The announcement coincides with the first nine of 110 retired chimps from the New Iberia Research Center arriving at Chimp Haven, a national sanctuary, this week with the rest expected to make their way there over the coming months. Last month the NIH announced it would move them all to a sanctuary, instead of sending 100 of them to the Texas Biomedical Research Institute in San Antonio.
The move to retire the 110 left more than 300 NIH-owned chimps available for invasive research while the NIH’s Council of Councils Working Group decided on how many research chimps it would keep, in addition to evaluating research projects the NIH currently funds and developing strict rules for when they should be used.
The group was established to further debate the issue of using chimps in research after the Institute of Medicine (IOM) issued a report in 2011 concluding that most research on chimps was unethical and unnecessary in biomedical and behavioral research, which was completed at the request of the NIH and in response to a congressional inquiry.
The final report issued this week advised the NIH to permanently retire all but 50 of the agency’s chimps who are currently housed in facilities in Texas and New Mexico to a sanctuary, and that the NIH should begin planning for this “immediately.”
The report proposed standards for their social and physical welfare, including requirements that they live in groups of at least seven, each have a minimum of 1,000 square feet, room to climb, access to the outdoors in all weather and opportunities to forage for food, reports to the New York Times.
The report also recommended stopping six of nine current biomedical research projects that involve immunology and infectious agents, while an additional six ended. There were also 15 less invasive projects that were approved, or conditionally approved, which will need to pass a review before receiving additional funding.
Additionally, the report advised against breeding, and set standards for future experiments, calling for the establishment of an independent committee that would approve study proposals after they pass the NIH’s scientific review and experiments that are expected to be harmful must have a “very high” benefit to humans in order to be approved, according to Daniel Geschwind, co-chair of the working group and a geneticist at the School of Medicine at the University of California Los Angeles.
While the recommendations are good news, they are not final. NIH Director Francis Collins is expected to respond to them in March, after a 60-day public commend period.

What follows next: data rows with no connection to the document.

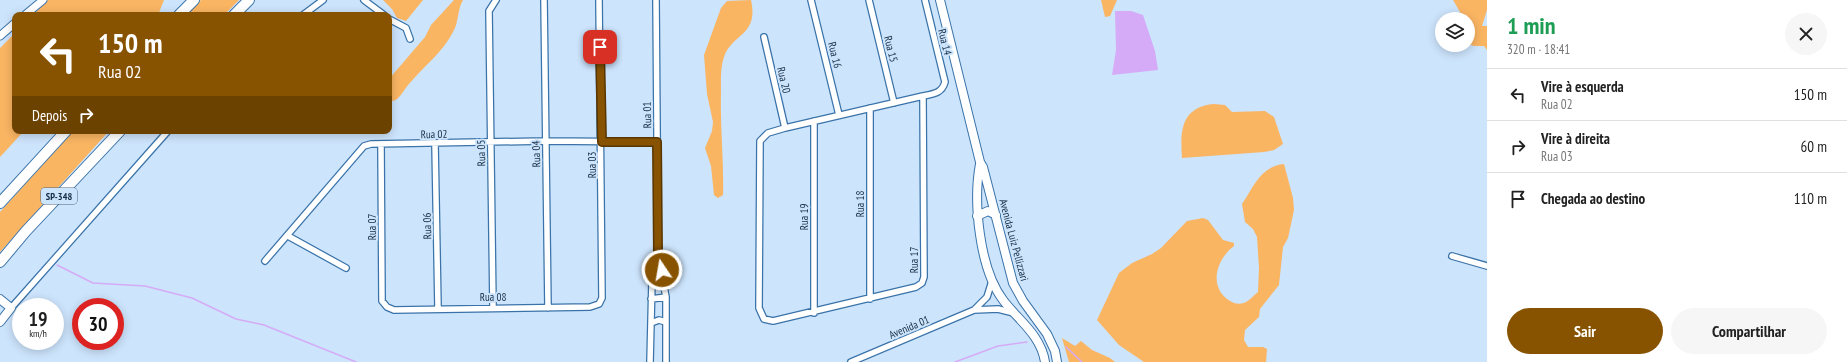 <!DOCTYPE html>
<html lang="pt">
<head>
<meta charset="utf-8">
<style>
	:root { --surface:#fff; --page:#f6f6f6; --text:#222; --muted:#767676; --line:#e0e0e0; --accent:#875300 }
	body { margin:0; font-family:"PT Sans Narrow",sans-serif; background:var(--page); color:var(--text); height:100vh; display:flex; flex-direction:column; font-size:15px; white-space:nowrap }
	* { box-sizing:border-box; margin:0 }
	p { font-size:13px; color:var(--muted) }
	.icon { flex:none; width:22px; height:22px; fill:none; stroke:currentColor; stroke-width:2; stroke-linecap:round; stroke-linejoin:round }
	.map { position:relative; flex:1; overflow:hidden }
	.panel { display:flex; flex-direction:column; background:var(--surface); width:360px }
	.panel>* { flex:none }
	.top-card { position:absolute; left:12px; top:12px; width:380px; height:122px; border-radius:8px; box-shadow:0 2px 10px #0003; background:#875300; color:#fff; overflow:hidden }
	.tools { position:absolute; left:1435px; top:12px; display:grid; gap:8px }
	.tools a { display:grid; place-items:center; width:40px; height:40px; border-radius:50%; background:var(--surface); box-shadow:0 2px 10px #0003; font-size:20px }
	.speed { position:absolute; left:12px; top:298px; display:flex; gap:8px; font-size:20px; font-weight:700; text-align:center }
	.speed>* { display:grid; place-content:center; width:52px; height:52px; border-radius:50%; background:var(--surface); box-shadow:0 2px 10px #0003; line-height:1 }
	.speed small { font-size:10px; font-weight:400 }
	.speed .limit { border:6px solid #d22; background:#fff; color:#111 }
	.pin { position:absolute; display:grid; place-items:center; width:34px; height:34px; color:#fff; margin:-17px; border-radius:8px; box-shadow:0 2px 6px #0006 }
	.me { position:absolute; width:44px; margin:-22px; rotate:348deg; stroke-linejoin:round; filter:drop-shadow(0 0 3px #0008) }
	.turn { display:flex; align-items:center; gap:14px; height:84px; padding:0 20px; font-size:18px }
	.turn .icon { width:52px; height:52px; stroke-width:2.5 }
	.turn b { display:block; font-size:28px; line-height:34px }
	.then { display:flex; align-items:center; height:38px; padding:0 20px; background:#0003; gap:8px; font-size:15px }
	.round { display:grid; place-items:center; flex:none; width:42px; height:42px; border-radius:21px; background:var(--page) }
	.head { display:flex; align-items:center; justify-content:space-between; height:68px; padding:0 20px }
	h1 { font-size:24px; font-weight:800; line-height:30px; color:#1e9e55 }
	.button { display:flex; gap:8px; margin-top:auto; padding:8px 20px }
	.button a { flex:1; height:46px; border-radius:24px; background:var(--accent); color:#fff; font-size:16px; font-weight:800; line-height:46px; text-align:center }
	.button a+a { background:var(--page); color:var(--text) }
	ul { padding:0; list-style:none }
	li { display:flex; align-items:center; gap:12px; height:52px; padding:0 20px; border-top:1px solid var(--line) }
	li div { flex:1 }
	li b { display:block; font-size:15px }
	li em { font-style:normal }
	main { display:flex; flex:1; min-height:0 }
	.map>svg:first-child { display:block }
</style>
</head>
<body>
<main>
<div class="map">
<svg width="1487" height="362" viewBox="0 0 1487 362">
	<rect width="100%" height="100%" fill="#cce4fc"/>
	<!-- green -->
	<path fill="#fab563" d="M48,0H164L158,15H33Z
		M201,0H239L224,15H186Z
		M383,0H423L406,21L397,18L392,9Z
		M454,0H463C457,10 459,22 453,32C443,52 423,67 409,84C405,88 402,95 397,99C395,101 392,101 389,101V79L425,37L431,25Z
		M751,0C759,36 732,33 724,57C720,69 721,82 721,94C720,128 724,161 723,195L718,198L714,195L711,166L705,148L712,131L713,122L707,94L704,55L721,8L727,1Z
		M1101,0H1117L1110,16L1105,17Z
		M1453,0H1487V10L1482,26H1487V50L1484,46H1474L1468,44V19H1464Z
		M15,33V131H24L0,157V48Z
		M1214,104L1225,105L1232,112L1265,111L1274,117L1283,144L1274,150L1264,152L1182,158C1180,131 1181,107 1214,104Z
		M73,131H109L0,252V212Z
		M1284,164L1293,198L1294,210L1288,238L1283,247L1279,285L1260,309L1259,317L1245,330L1244,340L1248,347H1263L1267,349L1266,362H1144L1119,345L1097,320L1119,273L1132,263L1152,254L1161,248L1187,221L1203,218L1208,220L1223,240L1234,243V246C1215,260 1207,291 1234,303C1238,304 1243,304 1246,302C1250,300 1254,295 1258,292L1259,268L1257,237L1253,229L1245,222L1242,204C1254,186 1261,166 1284,164Z
		M1062,338L1075,346L1081,341L1092,350L1110,358L1115,362H1069Z"/>
	<!-- water -->
	<path fill="#d5abf7" d="M1115,11H1131L1143,15L1155,51L1158,70L1112,75L1116,50Z"/>
	<g fill="none" stroke-linecap="round" stroke-linejoin="round">
		<!-- stream -->
		<path stroke="#d5abf7" stroke-width="1.5" d="M57,265L93,283L145,286L192,298L236,319L264,325L356,362
			M1066,347L1082,362
			M955,362L998,346L1027,342"/>
		<defs>
			<path id="minor" d="M364,0L384,15
				M544,0L548,308
				M656,0L658,255L666,297V362
				M811,0L839,115
				M869,0L894,103
				M303,15L323,0
				M389,19L406,28L410,39
				M764,37L785,128
				M923,96L924,277L922,283L916,287L773,321L764,319L759,308L760,141L768,133L785,128L923,96C934,94 942,93 945,82L925,0
				M870,108V299
				M435,144L438,308
				M381,145L382,301L387,307L394,310L590,307L599,304L602,298L599,0
				M288,236L346,268
				M1452,256L1487,266
				M265,261L364,146L371,144L546,141L657,142
				M651,299L666,297
				M493,307L489,11L496,0
				M11,308L168,131
				M974,310L987,297L992,281
				M814,313V121
				M651,323L659,320L666,322
				M650,362L652,281L658,255
				M851,362L974,310L998,309L1014,313"/>
			<path id="tertiary" d="M25,15L43,0
				M0,36L15,23"/>
			<path id="secondary" d="M940,0L980,162L983,167L1013,283L1023,301L1047,334L1055,351L1057,362
				M980,164C973,201 979,268 1003,300C1018,320 1041,335 1045,362
				M977,216L988,211L996,215
				M0,299L11,308L0,322"/>
			<path id="motorway" d="M179,15L194,0
				M234,15L249,0
				M0,203L66,131
				M0,262L26,231L120,131"/>
		</defs>
		<!-- minor casing -->
		<use href="#minor" stroke="#3a73a9" stroke-width="8"/>
		<!-- tertiary casing -->
		<use href="#tertiary" stroke="#3a73a9" stroke-width="9"/>
		<!-- secondary casing -->
		<use href="#secondary" stroke="#3a73a9" stroke-width="10"/>
		<!-- motorway casing -->
		<use href="#motorway" stroke="#3a73a9" stroke-width="12"/>
		<!-- minor -->
		<use href="#minor" stroke="#fff" stroke-width="5.5"/>
		<!-- tertiary -->
		<use href="#tertiary" stroke="#fff" stroke-width="7"/>
		<!-- secondary -->
		<use href="#secondary" stroke="#fff" stroke-width="8"/>
		<!-- motorway -->
		<use href="#motorway" stroke="#fff" stroke-width="10"/>
	</g>
	<g fill="none" stroke-linecap="round" stroke-linejoin="round">
		<defs>
			<path id="route" d="M600,47L602,142H657L658,255L662,270"/>
		</defs>
		<!-- route casing -->
		<use href="#route" stroke="#583600" stroke-width="10"/>
		<!-- route -->
		<use href="#route" stroke="#875300" stroke-width="7"/>
	</g>
	<g text-anchor="middle" dominant-baseline="central" stroke-width="4" stroke-linejoin="round" paint-order="stroke">
		<!-- shield labels -->
		<rect fill="#cce4fc" stroke="#4c647b" stroke-width="1" x="41" y="188" width="36" height="16" rx="3"/>
		<g font-size="10" font-weight="bold" fill="#152d44">
			<text x="59" y="196">SP-348</text>
		</g>
		<!-- street labels -->
		<g font-size="11" fill="#152d44" stroke="#cce4fc">
			<text transform="translate(945 42) rotate(76)">Rua 14</text>
			<text transform="translate(891 49) rotate(76)">Rua 15</text>
			<text transform="translate(835 55) rotate(76)">Rua 16</text>
			<text transform="translate(784 80) rotate(77)">Rua 20</text>
			<text transform="translate(647 115) rotate(-91)">Rua 01</text>
			<text transform="translate(434 134) rotate(-1)">Rua 02</text>
			<text transform="translate(481 153) rotate(-91)">Rua 05</text>
			<text transform="translate(536 154) rotate(-91)">Rua 04</text>
			<text transform="translate(592 165) rotate(-90)">Rua 03</text>
			<text transform="translate(860 204) rotate(-90)">Rua 18</text>
			<text transform="translate(804 217) rotate(-90)">Rua 19</text>
			<text transform="translate(427 226) rotate(-91)">Rua 06</text>
			<text transform="translate(372 227) rotate(-90)">Rua 07</text>
			<text transform="translate(1014 240) rotate(75)">Avenida Luiz Pellizzari</text>
			<text transform="translate(914 260) rotate(-90)">Rua 17</text>
			<text x="493" y="297">Rua 08</text>
			<text transform="translate(909 327) rotate(-23)">Avenida 01</text>
		</g>
	</g>
</svg>
<div class="tools">
<a><svg class="icon" aria-label="layers" viewBox="0 0 24 24"><path d="M12 4l9 5-9 5-9-5zM3 14l9 5 9-5"/></svg></a>
</div>
<div class="speed"><div>19<small>km/h</small></div><div class="limit">30</div></div>
<div class="pin" style="left:600px;top:47px;background:#d93025"><svg class="icon" aria-label="arrive" viewBox="0 0 24 24"><path d="M6 21V4h12l-3 4 3 4H6"/></svg></div>
<svg class="me" style="left:662px;top:270px" viewBox="-20 -20 40 40"><circle r="17" fill="#875300" stroke="#fff" stroke-width="3"/><path d="M0-11L8 9 0 5-8 9z" fill="#fff"/></svg>
<div class="top-card">
<div class="turn"><svg class="icon" aria-label="left" viewBox="0 0 24 24"><path d="M17 20v-9H6M10 6l-5 5 5 5"/></svg><div><b>150 m</b>Rua 02</div></div>
<div class="then">Depois<svg class="icon" aria-label="right" viewBox="0 0 24 24"><path d="M7 20v-9h11M14 6l5 5-5 5"/></svg></div>
</div>
</div>
<section class="panel">
<div class="head"><div><h1>1 min</h1><p>320 m · 18:41</p></div><a class="round"><svg class="icon" aria-label="close" viewBox="0 0 24 24"><path d="M6 6l12 12M18 6L6 18"/></svg></a></div>
<ul>
<li><svg class="icon" aria-label="left" viewBox="0 0 24 24"><path d="M17 20v-9H6M10 6l-5 5 5 5"/></svg><div><b>Vire à esquerda</b><p>Rua 02</p></div><em>150 m</em></li>
<li><svg class="icon" aria-label="right" viewBox="0 0 24 24"><path d="M7 20v-9h11M14 6l5 5-5 5"/></svg><div><b>Vire à direita</b><p>Rua 03</p></div><em>60 m</em></li>
<li><svg class="icon" aria-label="arrive" viewBox="0 0 24 24"><path d="M6 21V4h12l-3 4 3 4H6"/></svg><div><b>Chegada ao destino</b></div><em>110 m</em></li>
</ul>
<div class="button"><a>Sair</a><a>Compartilhar</a></div>
</section>
</main>
</body>
</html>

“We are very pleased with the report. Of course, we’d want to see every single chimpanzee recommended to go to sanctuary, but this is a huge step in the right direction,” Kathleen Conlee of the Humane Society of the United States told NPR. “So now it’s time to roll our sleeves up and figure out how we are going to get all these animals to sanctuary and give them the lifetime of retirement that they so deserve.”
Conlee also said the HSUS will be urging Congress to reallocate money being spent on research contracts to Chimp Haven for the care of retired chimps.
Unfortunately, these recommendations will also not apply to privately-owned chimps, whose fates remain unclear. Animal advocacy organizations are still pushing to get the Great Ape Protection and Cost Savings Act passed this year, which will help the ones left behind by phasing out testing for chimpanzees currently in U.S. labs, along with retiring all federally owned chimpanzees and ending transport and breeding programs for great apes intended for research.